House debates

Tuesday, 25 November 2008

Guarantee Scheme for Large Deposits and Wholesale Funding Appropriation Bill 2008

Second Reading

7:49 pm

Photo of Ms Julie BishopMs Julie Bishop (Curtin, Liberal Party, Deputy Leader of the Opposition) Share this | Hansard source

I rise to speak on the Guarantee Scheme for Large Deposits and Wholesale Funding Appropriation Bill 2008. It is a long overdue bill. It has taken six weeks for this government to concede that the opposition had correctly called for legislation to be introduced into this parliament to support the government’s bank guarantee of large deposits and wholesale term funding.

It has been increasingly clear over those six weeks that the government’s bank guarantee policies were panicked and poorly thought through economic policy. When introducing this legislation the Treasurer resorted to the now familiar political spin to paper over the cracks of this poorly designed policy. The Treasurer is so insecure that he cannot simply admit that the government made a mistake, that they should have listened to the words of the Leader of the Opposition, taken his advice and just fixed the problems they had created.

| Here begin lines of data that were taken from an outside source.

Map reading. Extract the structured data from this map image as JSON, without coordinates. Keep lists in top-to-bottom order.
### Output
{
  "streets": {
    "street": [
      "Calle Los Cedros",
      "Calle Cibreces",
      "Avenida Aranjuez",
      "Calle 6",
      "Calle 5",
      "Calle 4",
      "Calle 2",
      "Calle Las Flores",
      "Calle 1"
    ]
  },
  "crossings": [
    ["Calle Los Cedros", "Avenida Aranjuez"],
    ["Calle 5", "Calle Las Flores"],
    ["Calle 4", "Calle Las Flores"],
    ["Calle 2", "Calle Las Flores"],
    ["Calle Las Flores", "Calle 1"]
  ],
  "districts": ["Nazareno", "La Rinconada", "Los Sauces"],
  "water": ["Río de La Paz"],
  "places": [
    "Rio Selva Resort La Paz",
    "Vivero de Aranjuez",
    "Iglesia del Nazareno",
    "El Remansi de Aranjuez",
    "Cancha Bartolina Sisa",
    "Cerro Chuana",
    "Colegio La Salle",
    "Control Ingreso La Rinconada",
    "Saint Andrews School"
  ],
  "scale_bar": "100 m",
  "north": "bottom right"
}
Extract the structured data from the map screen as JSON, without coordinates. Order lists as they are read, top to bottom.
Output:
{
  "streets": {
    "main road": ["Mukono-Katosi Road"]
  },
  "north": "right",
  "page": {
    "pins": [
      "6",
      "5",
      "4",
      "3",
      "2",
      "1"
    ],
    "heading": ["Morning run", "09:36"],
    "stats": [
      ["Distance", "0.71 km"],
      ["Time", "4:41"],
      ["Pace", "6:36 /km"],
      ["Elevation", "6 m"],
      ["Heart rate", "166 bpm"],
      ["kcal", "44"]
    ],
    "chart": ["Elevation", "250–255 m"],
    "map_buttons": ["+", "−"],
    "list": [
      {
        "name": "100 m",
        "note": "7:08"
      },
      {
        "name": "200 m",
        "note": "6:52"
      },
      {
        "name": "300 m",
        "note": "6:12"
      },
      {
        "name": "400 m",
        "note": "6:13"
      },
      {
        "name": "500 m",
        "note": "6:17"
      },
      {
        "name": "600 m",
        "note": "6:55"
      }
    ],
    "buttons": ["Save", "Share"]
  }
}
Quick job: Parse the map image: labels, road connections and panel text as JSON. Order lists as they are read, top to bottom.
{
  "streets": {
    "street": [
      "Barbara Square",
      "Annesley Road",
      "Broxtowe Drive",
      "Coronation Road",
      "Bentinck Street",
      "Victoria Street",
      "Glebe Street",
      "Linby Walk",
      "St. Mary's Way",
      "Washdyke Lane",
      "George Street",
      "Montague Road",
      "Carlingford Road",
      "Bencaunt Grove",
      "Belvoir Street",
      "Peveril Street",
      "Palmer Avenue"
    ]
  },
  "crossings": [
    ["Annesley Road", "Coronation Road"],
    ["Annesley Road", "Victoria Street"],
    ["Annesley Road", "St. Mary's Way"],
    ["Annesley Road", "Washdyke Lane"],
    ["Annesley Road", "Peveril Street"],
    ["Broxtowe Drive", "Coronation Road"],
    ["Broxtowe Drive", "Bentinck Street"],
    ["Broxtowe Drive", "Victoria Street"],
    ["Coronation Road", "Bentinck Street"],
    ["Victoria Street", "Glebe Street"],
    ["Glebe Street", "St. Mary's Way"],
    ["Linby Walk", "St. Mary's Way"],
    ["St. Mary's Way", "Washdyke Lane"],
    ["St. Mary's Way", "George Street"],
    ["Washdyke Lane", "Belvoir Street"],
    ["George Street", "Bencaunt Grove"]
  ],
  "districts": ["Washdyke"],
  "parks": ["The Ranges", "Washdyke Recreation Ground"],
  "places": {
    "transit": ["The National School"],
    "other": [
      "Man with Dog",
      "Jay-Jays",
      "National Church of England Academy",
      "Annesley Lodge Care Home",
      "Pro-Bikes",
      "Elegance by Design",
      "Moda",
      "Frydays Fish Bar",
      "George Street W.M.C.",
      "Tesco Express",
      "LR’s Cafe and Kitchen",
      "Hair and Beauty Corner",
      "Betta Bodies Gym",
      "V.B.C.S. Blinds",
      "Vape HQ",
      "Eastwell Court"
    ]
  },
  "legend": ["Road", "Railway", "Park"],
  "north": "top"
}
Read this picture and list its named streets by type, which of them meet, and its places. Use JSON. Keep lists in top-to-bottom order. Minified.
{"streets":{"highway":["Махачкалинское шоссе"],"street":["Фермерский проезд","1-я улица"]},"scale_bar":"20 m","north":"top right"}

In the second reading speech this afternoon the Treasurer made the extraordinary claim that the Leader of the Opposition was responsible for the ‘growing seeds of doubt in the minds of global investors’. What an absolute nonsense. That reveals the depth to which this incompetent government will stoop to blame anyone for their own problems. The Prime Minister’s inherent inability to admit to error—it is in his DNA—has started to infect others within this arrogant government. It is a sign of his inexperience that the Treasurer has been dragged kicking and screaming to introduce proper legislation to provide a standing appropriation for this policy. Yet when introducing the legislation to the House he maintained that his original policy design was flawless and somehow it was the Leader of the Opposition who was responsible for the growing seeds of doubt in the minds of global investors.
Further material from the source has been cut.